Continue deepening comprehensive registration-based IPO reforms, optimize listing review mechanisms, simplify review procedures, lower listing thresholds, and prioritize support for technology enterprises and specialized and innovative companies seeking public financing. Improve delisting mechanisms, promote the normalization of delistings, and support private equity and venture capital funds in exiting their investments through IPOs, mergers and acquisitions, and equity transfers. We should improve stock pricing mechanisms, strengthen market-based pricing and reduce administrative intervention. Tax incentives should be provided for equity financing by technology companies and SMEs, while ancillary costs such as handling and auditing fees should be reduced to stimulate corporate demand for equity financing.
Improve the bond market ecosystem and increase bond issuances by private enterprises. Efforts should be made to lower the barriers to bond issuances for private enterprises and relax eligibility requirements for risk-sharing instruments. Expectations of rigid redemption should be broken and reliance on government guarantees should be reduced. Regulatory standards, information disclosure, registration and custody, and trading rules should be unified and optimized while equal treatment between State-owned and private enterprises must be ensured. Greater efforts should also be made to develop credit derivatives, guarantees and risk mitigation tools to lower financing guarantee costs.
Improve the policy support system for direct financing of SMEs by establishing a special fund to provide guarantee support, broaden direct financing channels and expand bond financing for SMEs by simplifying bond issuance procedures, lowering issuance thresholds and introducing small-denomination bond products tailored to SMEs.

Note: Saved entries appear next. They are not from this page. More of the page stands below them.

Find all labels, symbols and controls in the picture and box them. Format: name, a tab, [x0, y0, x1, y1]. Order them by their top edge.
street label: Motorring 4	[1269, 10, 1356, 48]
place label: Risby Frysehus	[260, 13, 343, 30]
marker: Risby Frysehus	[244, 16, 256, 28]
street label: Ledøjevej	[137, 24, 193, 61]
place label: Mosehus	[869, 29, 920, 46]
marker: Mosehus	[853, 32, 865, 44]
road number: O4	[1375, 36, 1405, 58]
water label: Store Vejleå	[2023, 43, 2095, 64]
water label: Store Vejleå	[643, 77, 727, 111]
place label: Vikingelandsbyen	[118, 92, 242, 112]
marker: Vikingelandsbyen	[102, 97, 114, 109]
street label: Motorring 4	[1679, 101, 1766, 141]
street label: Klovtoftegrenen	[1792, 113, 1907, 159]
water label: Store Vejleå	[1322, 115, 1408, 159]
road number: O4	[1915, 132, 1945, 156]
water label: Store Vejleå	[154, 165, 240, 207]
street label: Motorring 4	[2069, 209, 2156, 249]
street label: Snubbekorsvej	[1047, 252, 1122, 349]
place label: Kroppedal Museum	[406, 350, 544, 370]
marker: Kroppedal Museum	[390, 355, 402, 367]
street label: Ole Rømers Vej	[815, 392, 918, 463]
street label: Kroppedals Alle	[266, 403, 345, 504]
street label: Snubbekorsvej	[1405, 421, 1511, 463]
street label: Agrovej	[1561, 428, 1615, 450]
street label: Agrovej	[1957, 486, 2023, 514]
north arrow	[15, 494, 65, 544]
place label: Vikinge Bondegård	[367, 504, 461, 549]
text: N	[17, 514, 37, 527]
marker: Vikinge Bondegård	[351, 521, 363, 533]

Optimize the credit rating system and strengthen risk control in direct financing markets. Supervision over credit rating agencies should be enhanced, rating practices standardized and methodologies improved to increase the scientific rigor and accuracy of ratings. Credit rating agencies should also develop customized indicators for technology enterprises and SMEs. Information disclosure rules should be improved and disclosure practices standardized. Bond default resolution mechanisms should be strengthened, with streamlined procedures and shorter disposal cycles.

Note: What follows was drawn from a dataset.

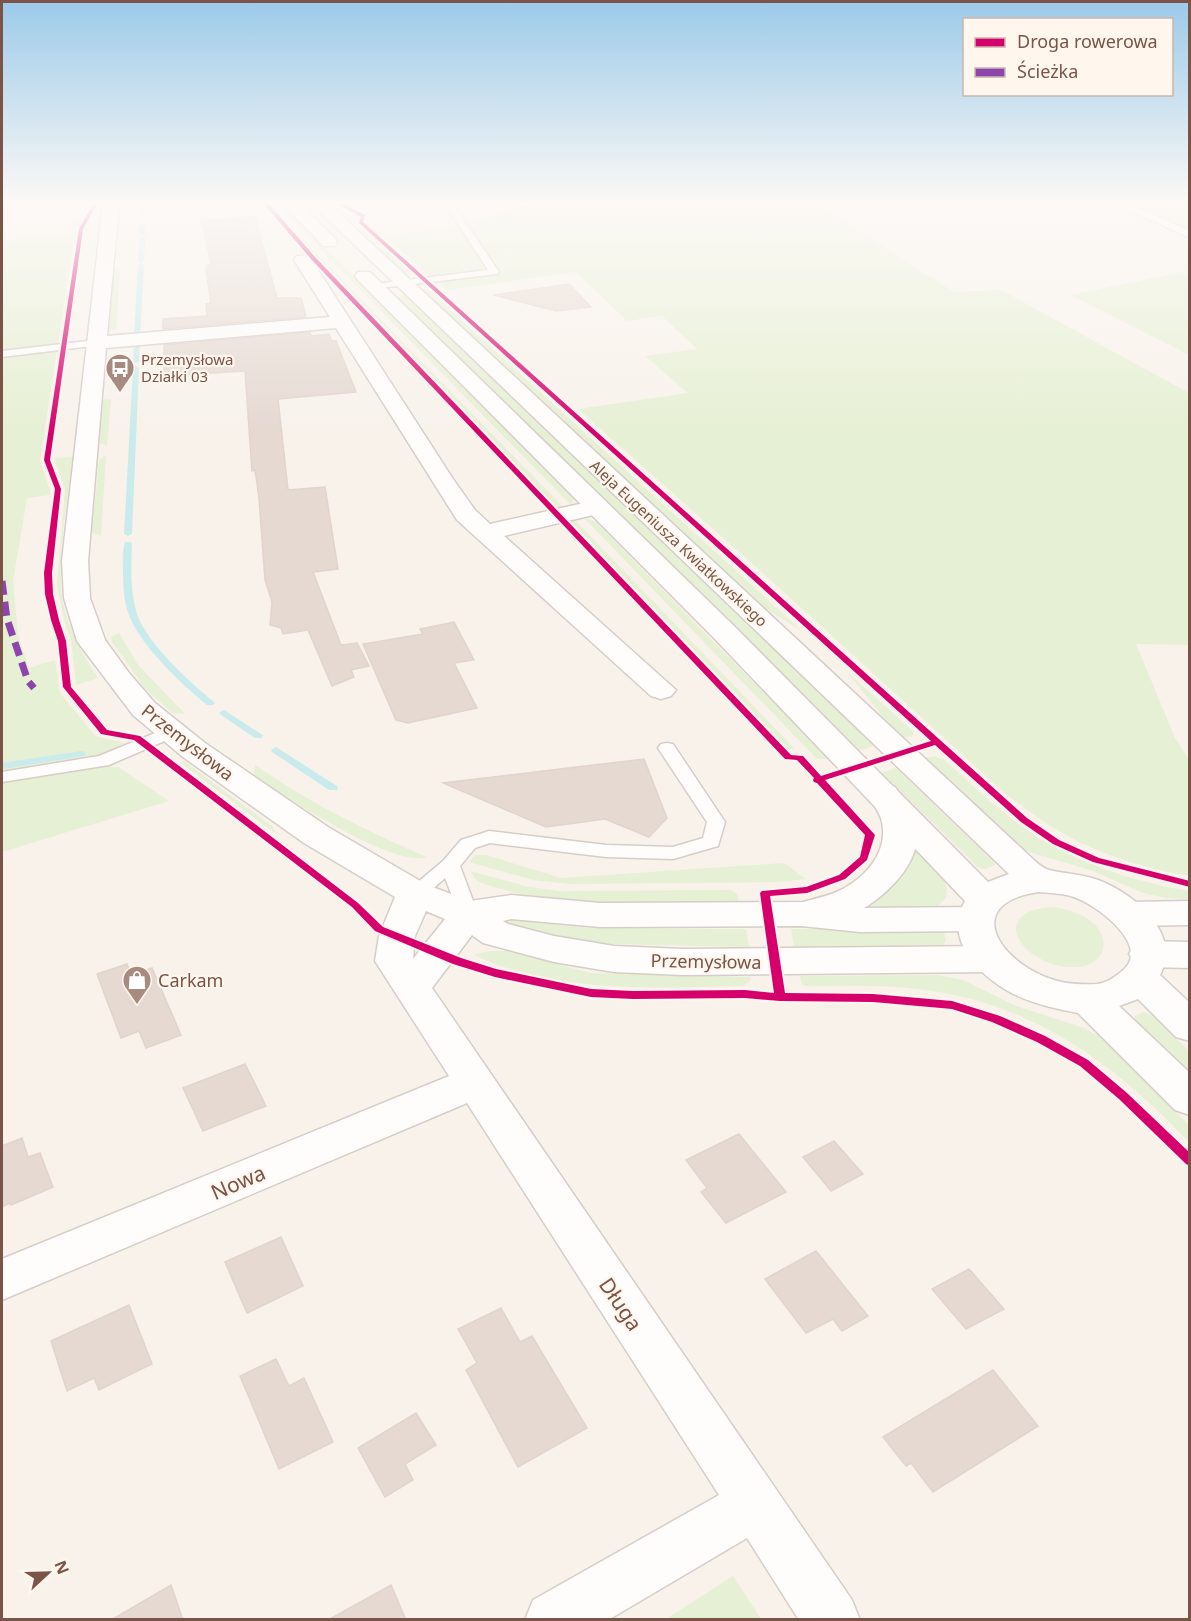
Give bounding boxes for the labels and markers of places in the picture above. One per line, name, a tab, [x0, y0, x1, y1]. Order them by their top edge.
place label: Przemysłowa Działki 03	[141, 349, 234, 386]
bus stop icon: Przemysłowa Działki 03	[104, 352, 136, 394]
shop icon: Carkam	[121, 964, 153, 1006]
place label: Carkam	[158, 968, 223, 992]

Foster high-quality intermediary institutions and improve the quality of professional services. Intermediaries should be encouraged to increase their investment in research and development to enhance their capabilities in areas such as underwriting and sponsorship, research and analysis, and risk management. Policy support and tax incentives should be granted to compliant intermediaries with strong service quality, while institutions engaging in regulatory violations or providing poor services should face strict penalties.
Lian Ping is chairman of the China Chief Economist Forum and director and chief economist of the Guangkai Chief Industry Research Institute. Wang Yunjin is chief financial researcher at the institute. This article is an excerpt from the English translation of the original text published in the semimonthly journal China Forex on March 15.
The views do not necessarily reflect those of China Daily.